Euterpen würd es ja verdrüßen /
Wenn Ihre Magd wehr außgerißen.
    Thalia würd es hoch empfinden /
Und Clio würde zürnen sehr /
Ließ ich die werthe Leyer hinden /
Und liebte Neid und Leümbden mehr:
Drüm laß nur ab mit deinen Rencken /
Mein zartes Alter baß zu krencken /
    Vermeynstu / daß nicht recht getroffen /
Daß auch dem weiblichen Geschlecht
Der Pindus allzeit frey steht offen /
So bleibt es dennoch gleichwohl recht /
Daß die / so nur mit Demuht kommen /
Von Phoebus werden angenommen.
    Ich darf nun auch nicht weitergehen /
Und bringe starcke Zeugen ein;
Du kanst es gnug an disem sehen /
Daß selbst die Musen Mägde sein:
Was lebet soll Ja Tugendt lieben /
Und niemandt ist davon vertrieben.
    Gantz Holland weiß dir für zusagen
Von seiner Bluhmen Tag und Nacht;
Herrn Catzen magstu weiter fragen /
Durch den sie mir bekant gemacht:
Cleobulina wird wol bleiben /
Von der viel kluge Federn schreiben.
    Was Sappho für ein Weib gewesen
Von vielen / die ich dir nicht nenn /
Kanstu bey andern weiter lesen /
Von den ich acht und fünffzig kenn /
Die nimmer werden untergehen /
Und bey den Liechten Sternen stehen.
    Sollt ich die Nadel hoch erheben /
Und über meine Poesey /
So muß ein kluger mir nachgeben /
Daß alles endlich reisst entzwey;
Wer kann so künstlich Garn auch drehen /
Das es nicht sollt in stücken gehen?
    Bring alles her auß allen Enden /
Was je von Menschen ist bedacht /
Was mit so klugen Meister Händen
Ist jemahls weit und breit gemacht /
Und laß eß tausend Jahre stehen /
So wird es von sich selbst vergehen.
    Wo ist Dianen Kirch geblieben?
Des Jupters Bild ist schon davon;
Sind nicht vorlengst schon auffgerieben
Die dicken Mauren Babilon?
Was damahls teuer gnug gegolten /
Wird jetzt für Asch und Staub gescholten.

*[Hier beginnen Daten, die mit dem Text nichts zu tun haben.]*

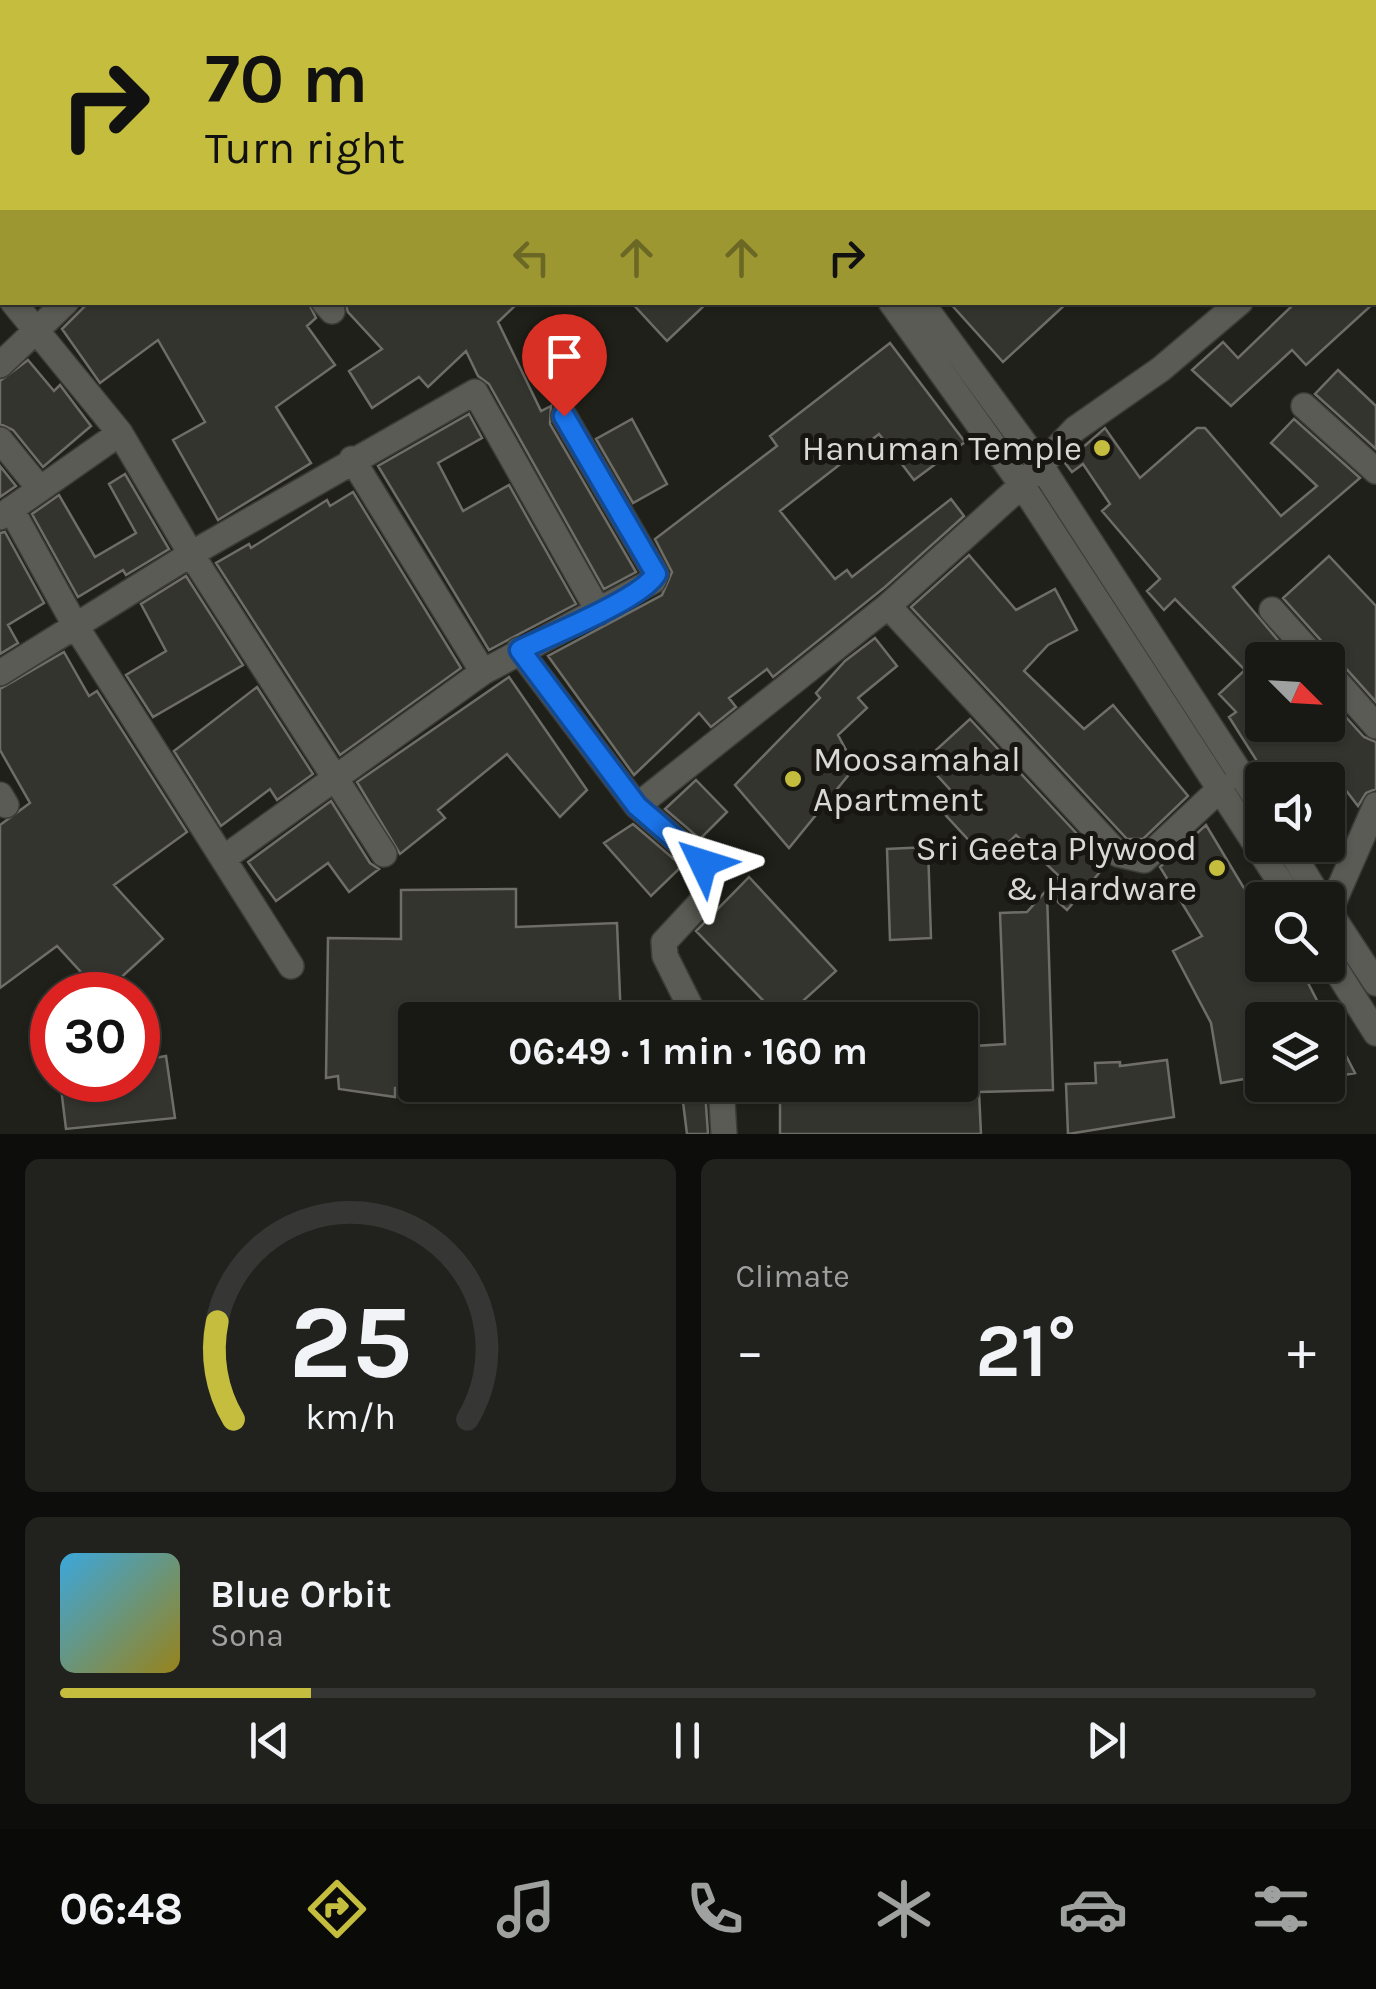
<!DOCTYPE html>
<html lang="en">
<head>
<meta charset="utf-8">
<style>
	body { margin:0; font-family:Karla,sans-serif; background:#21211d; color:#f1f3f6; height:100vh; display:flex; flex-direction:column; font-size:38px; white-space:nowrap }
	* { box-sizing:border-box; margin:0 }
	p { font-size:32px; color:#9fa0a0 }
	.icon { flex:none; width:55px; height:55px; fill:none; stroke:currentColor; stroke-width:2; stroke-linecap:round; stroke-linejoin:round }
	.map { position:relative; height:1134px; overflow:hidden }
	.details { display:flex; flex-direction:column; gap:25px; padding:25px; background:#0d0d0b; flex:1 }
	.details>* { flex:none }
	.top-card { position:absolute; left:0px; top:0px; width:1378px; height:305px; box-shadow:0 2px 8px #0004,0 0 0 2px #363734; background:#c4bd3e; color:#111; overflow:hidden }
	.needle { width:65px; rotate:114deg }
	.controls { position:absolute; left:1245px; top:642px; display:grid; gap:20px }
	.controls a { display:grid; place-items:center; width:100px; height:100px; border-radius:10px; background:#181814; box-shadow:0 2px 8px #0004,0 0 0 2px #363734; font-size:50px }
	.speed { position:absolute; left:30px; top:972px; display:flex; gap:20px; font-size:50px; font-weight:700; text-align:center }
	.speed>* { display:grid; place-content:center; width:130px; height:130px; border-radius:50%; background:#181814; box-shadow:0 2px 8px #0004,0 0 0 2px #363734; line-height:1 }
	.speed .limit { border:15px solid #d22; background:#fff; color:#111 }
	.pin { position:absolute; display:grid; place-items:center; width:85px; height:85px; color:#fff; margin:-102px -42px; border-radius:50% 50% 50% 0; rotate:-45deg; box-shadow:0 0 10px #0007 }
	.pin .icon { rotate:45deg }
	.me { position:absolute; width:110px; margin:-55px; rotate:311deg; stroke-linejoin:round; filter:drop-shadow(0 0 8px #0008) }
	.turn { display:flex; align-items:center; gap:35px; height:210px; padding:0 40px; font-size:45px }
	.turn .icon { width:130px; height:130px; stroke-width:2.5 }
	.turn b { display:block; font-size:70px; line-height:85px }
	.lanes { display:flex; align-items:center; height:95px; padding:0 40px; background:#0003; justify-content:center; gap:50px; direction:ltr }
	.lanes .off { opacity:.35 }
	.big { font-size:75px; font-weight:700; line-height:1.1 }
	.details .tile { flex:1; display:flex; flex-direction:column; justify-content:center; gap:15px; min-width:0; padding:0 35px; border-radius:15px; background:#21211d }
	.details .dial { align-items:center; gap:0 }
	.dial svg { height:260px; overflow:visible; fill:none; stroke:#363734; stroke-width:7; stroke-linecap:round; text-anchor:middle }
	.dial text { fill:#f1f3f6; stroke:none }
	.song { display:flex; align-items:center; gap:30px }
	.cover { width:120px; height:120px; border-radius:15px; background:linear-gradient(135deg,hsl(200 70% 55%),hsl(50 70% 35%)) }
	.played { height:10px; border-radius:5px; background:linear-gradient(90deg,#c4bd3e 20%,#363734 20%) }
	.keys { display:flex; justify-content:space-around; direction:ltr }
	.heat { display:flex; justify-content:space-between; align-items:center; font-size:55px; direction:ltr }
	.details .tiles { flex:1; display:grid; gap:25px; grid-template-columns:1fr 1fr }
	.tile:last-child { grid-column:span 2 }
	.trip { position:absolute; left:398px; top:1002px; width:580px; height:100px; border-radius:10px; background:#181814; box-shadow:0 2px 8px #0004,0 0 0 2px #363734; font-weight:700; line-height:100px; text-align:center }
	.menu { display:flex; height:160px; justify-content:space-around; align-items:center; background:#0a0a08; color:#9fa0a0 }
	.menu .icon { width:70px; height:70px }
	.menu .selected { color:#c4bd3e }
	.menu b { font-size:45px; color:#f1f3f6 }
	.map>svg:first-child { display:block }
	.building { fill:#34342e; stroke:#6e6d67; stroke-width:2.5 }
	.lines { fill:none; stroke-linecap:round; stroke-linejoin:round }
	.minor-casing { stroke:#3b3b37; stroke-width:28 }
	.minor { stroke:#5b5b55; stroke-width:25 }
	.route-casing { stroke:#114b97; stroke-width:25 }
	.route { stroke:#1a73e8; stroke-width:18 }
	.poi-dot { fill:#c4bd3e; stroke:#171611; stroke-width:4 }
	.labels { text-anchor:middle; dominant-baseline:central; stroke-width:10; stroke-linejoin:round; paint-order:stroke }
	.poi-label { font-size:35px; fill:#d8d8d5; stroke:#171611; text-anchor:end }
</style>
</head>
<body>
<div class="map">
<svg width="1376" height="1134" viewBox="0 0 1376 1134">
	<rect width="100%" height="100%" fill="#20201a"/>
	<!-- building -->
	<path class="building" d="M89,302h219l8,16 -9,8 28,39 -59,42 35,56 -93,57 -45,-80 32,-18 -47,-82 -58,43 -38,-54z
		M345,302h174l-21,20 43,89 10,-5 -1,18 86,148 -32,17 -115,-205 -11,-8 -12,-25 -38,36 -9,-10 -47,31 -23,-37 33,-22 -34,-37z
		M631,302h77l-41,39z
		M949,302h119l-65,60z
		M1296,302h79l-69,63 -14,-15 -61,56 -39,-36 31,-28 15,16z
		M890,343l75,99 -51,38 -35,-46 -99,77 55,68 12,-9 5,7 99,-78 13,17 -79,71 -112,90 -6,-8 -38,29 7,9 -25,20 -12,-14 -65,62 -86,-119 114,-61 10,-23 -17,-33 122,-93 -7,-10z
		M28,360l26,31 6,-6 31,41 -48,41 -30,-37 -13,-6v-43z
		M1338,370l38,36v43l-61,-55z
		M469,414l13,24 -44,25 25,48 46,-26 67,119 -87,46 -111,-184z
		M632,419l35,65 -34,19 -37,-64z
		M1294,419l66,59 -127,109 60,71 -31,2v28l-5,4 5,9v24h15l10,15 20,-15h21v-16l6,-5 30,33 12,5v47l-10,4 -8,13 -20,-26h-69l-40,-63 7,-5 -17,-18 26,-24 -70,-71 -11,11 -17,-19 13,-12 -58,-68 8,-7 -27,-40 -11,8 -7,-9 40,-35 35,50 57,-50h8l76,88 36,-30 -46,-43z
		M0,466l16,20 -16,11z
		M125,474l44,75 -43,26 -3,-5 -45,27 -46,-83 27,-19 36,62 41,-24 -27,-49z
		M353,492l108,176 -121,87 -124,-192 33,-19 2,4 76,-48 3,6z
		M5,532l39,71 -36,22 10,18 -18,11v-121z
		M969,555l47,55 39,-21 22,41 -29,15 -24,26 60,58 29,-24 75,91 -45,43h-16l-216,-232z
		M1329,556l47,50v96l-93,-104z
		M186,576l57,89 -90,52 -27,-42 40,-24 -25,-47z
		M875,638l22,28 -39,32 9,10 -29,27 17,32 -66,81 -54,-63 85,-87 -4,-5 29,-32z
		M64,652l25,44 8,-5 90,141 -73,53 49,54 -61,56 -45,-49 -57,42v-163l30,-22 -30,-53v-61z
		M509,677l78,113 -27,27 -53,-63 -69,56 7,8 -45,36 -43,-72z
		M257,687l56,87 -36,26 -7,-11 -49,37 -47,-75z
		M970,719l136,146 -39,45 -20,-18 6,198 -74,2 2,42h-201v-49h32l-1,11 68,-2 -1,-9h82v-38l45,-3 -5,-131 27,-1 32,-36 -43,-41 -27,27 -50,-54 15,-14 -30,-33z
		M696,780l31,32 -27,27 -35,-30z
		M331,801l39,62 9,6 -30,23 -21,-29 -52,38 -28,-39z
		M633,824l49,42 -31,30 -47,-53z
		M1206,825l56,93v47h25l8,16 10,-4 22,43h-71l6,56 -41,7 -10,-60 -38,-72 29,-15 -42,-69z
		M928,847l3,91 -41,2 -3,-91z
		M749,877l87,94 -54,49 -86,-89z
		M516,889v38l101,-4 4,97h-206v68h-20v9l-56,-8 -1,-13 -12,2 2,-140 73,1v-49z
		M1328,1021l27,52 -27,5z
		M166,1056l9,62 -109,11 -6,-49h78v-19z
		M1167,1060l7,57 -106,17 -2,-50 30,-1 -1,-20 25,-1v4z
		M705,1091l3,43h-21l-5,-40z"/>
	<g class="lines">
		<defs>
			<path id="minor" d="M151,0l2,2
				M513,0l1,2
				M673,0l2,2
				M701,0l1,2
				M1035,0l3,2
				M1141,0l3,2
				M1321,0v2
				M72,2l3,-2
				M364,2l2,-2
				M783,2l2,-2
				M0,61l2,-2
				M1375,95l1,1
				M1375,163l1,-1
				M13,302l107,131 71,121 193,300
				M324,302l8,9
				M891,302l131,183 270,415
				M921,302l120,164 221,341
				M0,365l66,-63
				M1304,406l72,65
				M0,440l40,49
				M352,459l131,213
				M11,509l64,116 216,341
				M0,517l120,-84
				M888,606l230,248 26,6 78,-73
				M1272,610l45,50
				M519,650l118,156 251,-200 134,-121 53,-56 86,-60 79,-67
				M1328,672l48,54
				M0,673l191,-119 284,-162 124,220
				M0,795l6,10
				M637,806l66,57 8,17 -8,20 -39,42 1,14 32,64
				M1287,845l34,55
				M224,858l259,-186 170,-91 3,-7 -92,-158
				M1328,910l48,73
				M1329,912l47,-107
				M1328,957l48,76
				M721,1085l3,49"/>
		</defs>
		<!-- minor casing -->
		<use href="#minor" class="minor-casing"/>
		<!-- minor -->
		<use href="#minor" class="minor"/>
	</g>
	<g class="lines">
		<defs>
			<path id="route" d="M564,416l92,158c-14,25 -108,62 -136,76l117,156 66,57"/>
		</defs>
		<!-- route casing -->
		<use href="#route" class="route-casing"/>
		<!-- route -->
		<use href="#route" class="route"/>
	</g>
	<!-- markers -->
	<g class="poi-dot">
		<circle cx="1102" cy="448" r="10"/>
		<circle cx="793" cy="779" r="10"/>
		<circle cx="1217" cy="868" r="10"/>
	</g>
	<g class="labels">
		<!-- poi labels -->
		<g class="poi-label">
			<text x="1082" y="448">Hanuman Temple</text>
			<text x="813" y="759" text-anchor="start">Moosamahal<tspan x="813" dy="40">Apartment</tspan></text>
			<text x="1197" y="848">Sri Geeta Plywood<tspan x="1197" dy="40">&amp; Hardware</tspan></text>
		</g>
	</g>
</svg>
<div class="controls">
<a><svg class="needle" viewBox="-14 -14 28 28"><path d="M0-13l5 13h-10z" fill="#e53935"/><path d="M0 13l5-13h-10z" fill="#9fa0a0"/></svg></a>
<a><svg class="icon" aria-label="sound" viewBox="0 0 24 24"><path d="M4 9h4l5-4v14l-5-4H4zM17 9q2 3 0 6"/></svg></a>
<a><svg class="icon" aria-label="search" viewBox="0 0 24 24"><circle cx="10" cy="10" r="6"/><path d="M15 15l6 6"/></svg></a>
<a><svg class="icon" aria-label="layers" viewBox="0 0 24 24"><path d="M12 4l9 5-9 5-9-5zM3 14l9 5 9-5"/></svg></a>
</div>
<div class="speed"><div class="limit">30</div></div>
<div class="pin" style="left:564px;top:416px;background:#d93025"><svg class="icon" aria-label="arrive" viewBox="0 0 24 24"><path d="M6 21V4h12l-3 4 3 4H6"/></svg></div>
<svg class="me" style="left:703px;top:863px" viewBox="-20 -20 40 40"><path d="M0-17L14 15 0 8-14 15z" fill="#1a73e8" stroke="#fff" stroke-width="4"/></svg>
<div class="trip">06:49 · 1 min · 160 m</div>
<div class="top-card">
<div class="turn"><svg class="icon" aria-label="right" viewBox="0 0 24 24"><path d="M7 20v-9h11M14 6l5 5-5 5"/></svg><div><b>70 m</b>Turn right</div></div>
<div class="lanes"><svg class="icon off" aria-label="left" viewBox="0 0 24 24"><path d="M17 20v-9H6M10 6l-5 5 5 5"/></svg><svg class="icon off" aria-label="ahead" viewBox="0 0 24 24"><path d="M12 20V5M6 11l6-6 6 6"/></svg><svg class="icon off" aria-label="ahead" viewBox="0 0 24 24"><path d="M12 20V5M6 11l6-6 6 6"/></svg><svg class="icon" aria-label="right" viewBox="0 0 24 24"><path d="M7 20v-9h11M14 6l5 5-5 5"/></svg></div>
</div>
</div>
<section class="details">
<div class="tiles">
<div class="tile dial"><svg viewBox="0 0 100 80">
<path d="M14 69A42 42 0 1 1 86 69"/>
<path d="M14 69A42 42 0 0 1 9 39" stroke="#c4bd3e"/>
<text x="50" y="56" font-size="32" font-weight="700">25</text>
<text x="50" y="72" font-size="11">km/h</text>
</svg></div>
<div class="tile"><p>Climate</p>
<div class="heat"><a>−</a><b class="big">21°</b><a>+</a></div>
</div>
<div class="tile">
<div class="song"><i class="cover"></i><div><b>Blue Orbit</b><p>Sona</p></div></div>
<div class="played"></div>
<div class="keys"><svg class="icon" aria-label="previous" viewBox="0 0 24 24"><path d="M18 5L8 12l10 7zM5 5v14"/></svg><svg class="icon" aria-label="pause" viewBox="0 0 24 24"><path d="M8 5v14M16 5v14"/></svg><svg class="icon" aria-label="next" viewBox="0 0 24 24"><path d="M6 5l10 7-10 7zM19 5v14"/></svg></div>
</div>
</div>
</section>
<nav class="menu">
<b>06:48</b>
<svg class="icon selected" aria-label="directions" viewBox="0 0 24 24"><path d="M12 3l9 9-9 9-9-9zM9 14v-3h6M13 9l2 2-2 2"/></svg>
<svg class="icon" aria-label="music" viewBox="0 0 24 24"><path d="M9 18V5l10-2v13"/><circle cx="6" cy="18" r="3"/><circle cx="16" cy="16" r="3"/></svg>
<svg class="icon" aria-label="phone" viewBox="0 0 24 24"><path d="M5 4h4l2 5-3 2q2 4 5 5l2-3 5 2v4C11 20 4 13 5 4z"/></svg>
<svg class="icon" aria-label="climate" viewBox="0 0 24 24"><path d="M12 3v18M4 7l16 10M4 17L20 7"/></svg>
<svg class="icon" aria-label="car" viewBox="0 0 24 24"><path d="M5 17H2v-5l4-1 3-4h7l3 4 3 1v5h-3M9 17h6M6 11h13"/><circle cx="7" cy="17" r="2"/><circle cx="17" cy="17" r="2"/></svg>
<svg class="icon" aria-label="filters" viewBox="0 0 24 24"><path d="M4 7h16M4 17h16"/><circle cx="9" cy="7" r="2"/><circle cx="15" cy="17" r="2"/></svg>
</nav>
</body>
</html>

    Doch daß / was Naso hat geschrieben /
Was Aristoteles gesagt /
Ist heut bey uns noch überblieben /
Und wird auch nicht ins Grab gejagt /
Sie leben stets und sind gestorben /
Und haben ewigs Lob erworben.
    Was uns die Schar der Klugen lehret /
Wird heut noch durch der Feder Macht /
Auff Fama Pfeiffen angehöret /
Und uns zur Nachricht fürgebracht /
Ihr Lob wird weit und breit erschallen /
Bis alles wird zu Boden fallen.
    Wan selbst das weite Rund von innen
Auch wehre lauter schwartze Dint /
So wird es doch nicht leschen können /
Wes man von den geschrieben findt /
Die mit geflügelten Gedancken
Nicht von der Weißheit bahne wancken.
    Mein Opitz (dem das Lob gebühret /
Das Teutschlandt / seiner Sprachen Pracht
Und edlen Leyer halben führet /
Weil Er den anfang hat gemacht)
Wird billig oben an geschrieben
Bey den / die Kunst und Tugend lieben.
    Sein Lob wird nicht verdecket werden /
Kein Neid verbirget seinen Preiß /
Weil selbst das große Rund der Erden
Mit seiner Kunst zu pralen weiß;
O möcht ich halb so guht nur singen /
Und so den Thon der Leyer zwingen!
    Laß nur / O Neid! dein Leumbden bleiben /
Ich weiß es ohn dich mehr als wol /
Wen ich nicht mehr Poetisch schreiben /
Undt dieses hinterlassen soll.
Ich wil mich in die Zeit wol schicken /
Du solt mich doch nicht unterdrücken.
    Ich wil hinfüro GOTT vertrawen /
Von dem soll sein mein Tichten all /
So kan mich auch für dich nicht grawen /
Drüm sag ich billig noch einmahl:
Wer GOTT vertrawt in allen Dingen /
Wird Welt / wird Neid / wird Todt bezwingen.